Transplantation and Mechanical Circulatory Support in Congenital Heart Disease
- Ross HJ, Law Y, Book WM, et al.
- Transplantation and Mechanical Circulatory Support in Congenital Heart Disease: A Scientific Statement From the American Heart Association. Circulation 2016;Jan 21:[Epub ahead of print].
The following are 10 points to remember about this scientific statement from the American Heart Association on transplantation and mechanical circulatory support in congenital heart disease:
- A single-center study from 2003 including 26 patients showed varying outcomes based on the stage of palliation at the time of transplantation. The lowest mortality from transplantation for pediatric single-ventricle patients occurs within the bidirectional cavopulmonary connection stage. The 30-day survival for this group has been reported at 100% as compared to 62% for the systemic-pulmonary shunt group and 33.3% for the group with Fontan failure.
- Exercise testing can provide prognostic information in patients with adult congenital heart disease (ACHD). A combination of peak VO2 and heart rate reserve appears to provide the greatest predictive power. Expected normal values for exercise parameters vary based on the underlying congenital heart lesion.
- ACHD patients have a high rate of sensitization because of previous surgeries requiring blood products and the use of homograft tissue. Panel reactive antibody (PRA) >25% prior to transplantation has been associated with increased mortality after transplantation.

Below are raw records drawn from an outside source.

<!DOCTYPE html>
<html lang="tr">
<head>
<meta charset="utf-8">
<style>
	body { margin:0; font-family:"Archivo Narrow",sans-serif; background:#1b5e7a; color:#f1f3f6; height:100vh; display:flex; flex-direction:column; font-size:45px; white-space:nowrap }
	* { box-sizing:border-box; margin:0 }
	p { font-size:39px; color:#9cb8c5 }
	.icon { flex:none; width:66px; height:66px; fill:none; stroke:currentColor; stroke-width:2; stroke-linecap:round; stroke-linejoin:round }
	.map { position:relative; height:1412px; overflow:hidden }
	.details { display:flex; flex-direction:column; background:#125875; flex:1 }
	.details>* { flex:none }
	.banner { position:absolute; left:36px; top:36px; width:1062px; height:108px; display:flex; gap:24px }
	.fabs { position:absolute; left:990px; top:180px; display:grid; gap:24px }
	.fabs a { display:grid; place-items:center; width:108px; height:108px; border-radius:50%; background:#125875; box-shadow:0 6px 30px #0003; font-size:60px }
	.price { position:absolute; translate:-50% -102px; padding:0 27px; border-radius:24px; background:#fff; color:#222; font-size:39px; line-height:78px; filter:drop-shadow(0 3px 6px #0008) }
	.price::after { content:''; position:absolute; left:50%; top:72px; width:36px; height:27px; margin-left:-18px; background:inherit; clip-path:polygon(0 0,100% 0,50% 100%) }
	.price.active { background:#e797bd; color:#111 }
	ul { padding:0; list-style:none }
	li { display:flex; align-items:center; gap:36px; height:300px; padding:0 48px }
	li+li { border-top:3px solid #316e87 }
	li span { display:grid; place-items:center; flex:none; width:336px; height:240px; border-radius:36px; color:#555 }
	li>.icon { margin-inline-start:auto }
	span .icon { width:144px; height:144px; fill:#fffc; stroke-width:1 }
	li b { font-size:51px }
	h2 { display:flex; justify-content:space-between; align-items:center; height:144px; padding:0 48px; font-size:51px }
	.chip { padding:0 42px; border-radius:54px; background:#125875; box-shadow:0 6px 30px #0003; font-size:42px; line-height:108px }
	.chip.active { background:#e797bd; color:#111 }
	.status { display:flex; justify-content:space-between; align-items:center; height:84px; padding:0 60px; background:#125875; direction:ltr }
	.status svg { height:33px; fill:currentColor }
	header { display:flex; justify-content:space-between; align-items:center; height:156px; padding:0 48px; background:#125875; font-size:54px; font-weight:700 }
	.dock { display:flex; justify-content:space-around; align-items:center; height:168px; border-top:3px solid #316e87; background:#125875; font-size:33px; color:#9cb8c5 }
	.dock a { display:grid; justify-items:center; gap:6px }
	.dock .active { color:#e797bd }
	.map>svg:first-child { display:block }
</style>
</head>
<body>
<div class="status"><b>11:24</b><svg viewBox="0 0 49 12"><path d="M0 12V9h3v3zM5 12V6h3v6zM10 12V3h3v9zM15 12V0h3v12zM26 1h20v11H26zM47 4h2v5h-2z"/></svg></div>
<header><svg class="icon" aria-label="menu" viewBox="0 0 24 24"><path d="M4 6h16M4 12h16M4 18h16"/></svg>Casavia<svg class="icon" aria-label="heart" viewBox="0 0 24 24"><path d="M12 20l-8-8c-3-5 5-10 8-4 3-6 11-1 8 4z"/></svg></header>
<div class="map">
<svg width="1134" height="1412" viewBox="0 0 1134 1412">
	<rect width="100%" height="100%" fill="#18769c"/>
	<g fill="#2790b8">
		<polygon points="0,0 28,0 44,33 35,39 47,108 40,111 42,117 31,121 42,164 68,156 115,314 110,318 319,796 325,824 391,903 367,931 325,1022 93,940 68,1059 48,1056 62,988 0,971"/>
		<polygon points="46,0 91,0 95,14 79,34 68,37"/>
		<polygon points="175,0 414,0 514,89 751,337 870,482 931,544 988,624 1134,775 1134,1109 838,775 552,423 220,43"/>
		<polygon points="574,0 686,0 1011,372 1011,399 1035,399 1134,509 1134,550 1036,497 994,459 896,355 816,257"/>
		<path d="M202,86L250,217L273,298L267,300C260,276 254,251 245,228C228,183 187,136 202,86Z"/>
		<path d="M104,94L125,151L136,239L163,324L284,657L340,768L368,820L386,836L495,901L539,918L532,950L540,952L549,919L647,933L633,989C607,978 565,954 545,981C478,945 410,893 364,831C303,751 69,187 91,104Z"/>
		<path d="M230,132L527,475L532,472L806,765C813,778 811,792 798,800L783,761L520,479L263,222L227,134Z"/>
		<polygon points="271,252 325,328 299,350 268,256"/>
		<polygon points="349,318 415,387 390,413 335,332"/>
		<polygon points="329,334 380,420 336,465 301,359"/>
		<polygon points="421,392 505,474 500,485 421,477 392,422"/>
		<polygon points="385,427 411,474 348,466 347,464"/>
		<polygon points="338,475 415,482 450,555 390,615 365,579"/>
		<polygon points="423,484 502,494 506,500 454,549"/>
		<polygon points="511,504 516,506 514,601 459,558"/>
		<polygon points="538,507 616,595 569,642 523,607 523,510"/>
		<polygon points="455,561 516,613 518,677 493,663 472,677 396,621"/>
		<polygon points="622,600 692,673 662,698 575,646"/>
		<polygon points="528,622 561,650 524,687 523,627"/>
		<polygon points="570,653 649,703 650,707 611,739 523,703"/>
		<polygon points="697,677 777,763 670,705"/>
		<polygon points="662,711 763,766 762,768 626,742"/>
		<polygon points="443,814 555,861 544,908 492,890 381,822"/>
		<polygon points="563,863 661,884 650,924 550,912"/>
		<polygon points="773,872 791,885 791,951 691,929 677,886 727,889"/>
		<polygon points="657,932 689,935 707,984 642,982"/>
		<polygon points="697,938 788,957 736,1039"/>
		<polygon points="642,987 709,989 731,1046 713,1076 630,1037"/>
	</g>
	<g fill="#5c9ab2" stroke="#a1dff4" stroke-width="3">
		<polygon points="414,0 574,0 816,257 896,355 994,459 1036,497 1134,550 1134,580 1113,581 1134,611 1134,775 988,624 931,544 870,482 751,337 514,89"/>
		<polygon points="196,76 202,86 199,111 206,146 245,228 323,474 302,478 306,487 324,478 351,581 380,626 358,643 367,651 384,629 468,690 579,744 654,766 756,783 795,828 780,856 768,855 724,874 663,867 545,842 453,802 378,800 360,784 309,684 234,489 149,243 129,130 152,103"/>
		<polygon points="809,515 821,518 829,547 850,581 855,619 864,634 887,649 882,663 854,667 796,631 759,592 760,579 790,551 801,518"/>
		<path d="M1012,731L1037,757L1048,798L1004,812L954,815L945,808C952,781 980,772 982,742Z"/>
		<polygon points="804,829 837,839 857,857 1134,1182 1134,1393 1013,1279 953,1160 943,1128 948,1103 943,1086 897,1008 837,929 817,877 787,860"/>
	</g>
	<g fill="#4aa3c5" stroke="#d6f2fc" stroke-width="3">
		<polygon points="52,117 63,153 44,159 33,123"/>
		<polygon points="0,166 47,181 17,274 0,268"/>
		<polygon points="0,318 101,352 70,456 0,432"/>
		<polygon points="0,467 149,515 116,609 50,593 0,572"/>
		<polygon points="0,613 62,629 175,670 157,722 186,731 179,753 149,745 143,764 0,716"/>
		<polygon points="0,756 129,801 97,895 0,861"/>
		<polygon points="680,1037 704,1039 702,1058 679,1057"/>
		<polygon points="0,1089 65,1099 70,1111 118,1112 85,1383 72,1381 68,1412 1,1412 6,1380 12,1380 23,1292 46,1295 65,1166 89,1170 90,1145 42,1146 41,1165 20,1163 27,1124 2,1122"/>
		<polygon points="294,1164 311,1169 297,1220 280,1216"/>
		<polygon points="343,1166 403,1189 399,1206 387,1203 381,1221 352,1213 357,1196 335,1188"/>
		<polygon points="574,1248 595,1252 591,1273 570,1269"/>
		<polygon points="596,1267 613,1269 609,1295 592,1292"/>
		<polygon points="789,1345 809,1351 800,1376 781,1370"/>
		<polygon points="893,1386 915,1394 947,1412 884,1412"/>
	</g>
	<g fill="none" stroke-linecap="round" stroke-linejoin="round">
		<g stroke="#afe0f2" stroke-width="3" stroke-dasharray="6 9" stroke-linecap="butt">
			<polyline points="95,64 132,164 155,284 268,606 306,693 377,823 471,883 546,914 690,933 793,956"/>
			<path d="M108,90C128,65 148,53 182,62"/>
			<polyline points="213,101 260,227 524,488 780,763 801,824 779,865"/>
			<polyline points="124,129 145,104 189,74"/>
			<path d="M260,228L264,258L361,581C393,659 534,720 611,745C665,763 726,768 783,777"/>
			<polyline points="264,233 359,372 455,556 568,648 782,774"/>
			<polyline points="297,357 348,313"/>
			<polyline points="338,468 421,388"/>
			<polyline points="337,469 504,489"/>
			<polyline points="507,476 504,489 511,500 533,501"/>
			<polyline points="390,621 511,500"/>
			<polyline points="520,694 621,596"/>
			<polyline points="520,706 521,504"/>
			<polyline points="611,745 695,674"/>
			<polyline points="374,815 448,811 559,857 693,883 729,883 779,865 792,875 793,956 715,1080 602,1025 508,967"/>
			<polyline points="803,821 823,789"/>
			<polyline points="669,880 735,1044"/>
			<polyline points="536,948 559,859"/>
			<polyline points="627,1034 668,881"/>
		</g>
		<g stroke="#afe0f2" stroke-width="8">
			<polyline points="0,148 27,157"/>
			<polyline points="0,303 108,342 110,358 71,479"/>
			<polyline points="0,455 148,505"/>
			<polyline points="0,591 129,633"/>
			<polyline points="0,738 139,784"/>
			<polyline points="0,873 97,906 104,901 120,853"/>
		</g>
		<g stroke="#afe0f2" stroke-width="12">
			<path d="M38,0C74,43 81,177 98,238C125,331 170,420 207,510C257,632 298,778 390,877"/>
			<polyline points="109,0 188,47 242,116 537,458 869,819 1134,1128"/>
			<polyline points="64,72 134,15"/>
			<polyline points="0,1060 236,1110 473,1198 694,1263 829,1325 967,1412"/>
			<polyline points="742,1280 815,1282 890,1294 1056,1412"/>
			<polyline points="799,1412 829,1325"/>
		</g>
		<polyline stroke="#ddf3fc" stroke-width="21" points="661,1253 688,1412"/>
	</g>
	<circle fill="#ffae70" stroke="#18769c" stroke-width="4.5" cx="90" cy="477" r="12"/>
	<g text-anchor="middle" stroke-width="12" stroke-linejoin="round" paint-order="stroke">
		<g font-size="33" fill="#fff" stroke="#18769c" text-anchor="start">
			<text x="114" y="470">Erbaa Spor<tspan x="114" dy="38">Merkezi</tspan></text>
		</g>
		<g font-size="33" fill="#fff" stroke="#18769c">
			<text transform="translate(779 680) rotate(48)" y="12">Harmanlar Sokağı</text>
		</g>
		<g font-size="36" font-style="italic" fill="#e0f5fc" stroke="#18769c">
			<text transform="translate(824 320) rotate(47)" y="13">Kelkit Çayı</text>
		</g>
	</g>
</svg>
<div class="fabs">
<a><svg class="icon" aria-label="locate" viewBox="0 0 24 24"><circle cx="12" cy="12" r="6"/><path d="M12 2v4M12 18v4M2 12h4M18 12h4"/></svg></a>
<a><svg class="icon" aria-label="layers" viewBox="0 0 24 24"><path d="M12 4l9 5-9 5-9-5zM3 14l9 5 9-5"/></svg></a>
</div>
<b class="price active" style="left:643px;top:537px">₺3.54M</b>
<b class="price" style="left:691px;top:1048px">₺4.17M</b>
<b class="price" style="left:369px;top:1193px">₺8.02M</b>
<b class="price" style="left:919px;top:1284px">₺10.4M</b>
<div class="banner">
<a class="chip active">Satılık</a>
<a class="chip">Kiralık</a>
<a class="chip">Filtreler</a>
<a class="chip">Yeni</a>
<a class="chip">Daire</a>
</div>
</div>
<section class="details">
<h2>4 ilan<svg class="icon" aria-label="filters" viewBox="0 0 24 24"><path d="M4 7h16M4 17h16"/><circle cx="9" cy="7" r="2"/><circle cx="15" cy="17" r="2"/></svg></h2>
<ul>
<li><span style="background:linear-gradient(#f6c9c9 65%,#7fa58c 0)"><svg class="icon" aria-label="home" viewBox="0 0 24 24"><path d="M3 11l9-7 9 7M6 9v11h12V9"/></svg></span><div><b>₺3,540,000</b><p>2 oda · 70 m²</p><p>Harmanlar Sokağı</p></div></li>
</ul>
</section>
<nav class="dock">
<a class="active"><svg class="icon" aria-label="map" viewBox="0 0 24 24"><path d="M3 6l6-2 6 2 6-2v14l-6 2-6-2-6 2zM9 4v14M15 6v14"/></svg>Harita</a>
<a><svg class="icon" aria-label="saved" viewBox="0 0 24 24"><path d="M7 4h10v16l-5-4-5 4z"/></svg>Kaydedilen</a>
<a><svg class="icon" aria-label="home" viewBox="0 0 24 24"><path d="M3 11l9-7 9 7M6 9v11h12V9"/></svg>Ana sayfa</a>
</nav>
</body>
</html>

- Pulmonary hypertension is common in patients with congenital heart disease. ACHD patients with pulmonary vascular resistance (PVR) exceeding 4 Wood units have greater perioperative mortality risk (20%), although there is no difference in long-term survival based on pretransplant PVR.
- Complex cardiac anatomy increases ischemic time and overall risk at the time of cardiac transplantation. Additional surgery at the time of transplantation is often required, particularly pulmonary artery (PA) reconstruction. PA reconstruction is required in 85% of Fontan patients and 42.9% of patients with other congenital lesions and is associated with increased mortality risk (odds ratio, 3.3).
- Liver disease is a significant comorbidity in patients with congenital heart disease. This may be due to increased systemic venous pressure in Fontan patients, “right-sided” ventricular dysfunction and valve disease, and increased prevalence of hepatitis C. Hepatitis C has been reported in 8.6% of patients with ACHD who underwent surgery prior to routine screening of blood products in 1992.
- Fontan circulation is associated with poorer outcomes after transplantation than other congenital lesions, with an 8.6-fold increase in relative risk of death. Patients with Fontan circulation and reduced ventricular function have a more favorable course than those with normal ventricular function and “failing Fontan” physiology. Some single-center studies have shown excellent transplant for Fontan patients. Patient selection and timing likely play a key role in determining outcomes.
- Heart-lung transplantation may be considered for patients with Eisenmenger syndrome. The predicted survival of the patient with medical therapy (specifically pulmonary vasodilators) should be weighed against the survival rate after heart-lung transplantation (<60% 5-year survival).
- Early survival after heart transplantation is lower in patients with ACHD than those with other pretransplantation conditions. However, late-term survival is better such that the median life expectancy (13 years) is better for ACHD patients than for all other pretransplantation diagnoses.
- Mechanical circulatory support may be underutilized in the ACHD population. Complex anatomy impacts surgical planning for ventricular assist device placement in patients with congenital heart disease. Specifically, for patients with transposition of the arteries following atrial switch procedures, the systemic right ventricle is associated with inflow cannula occlusion and muscle resection is often required prior to inflow cannula placement.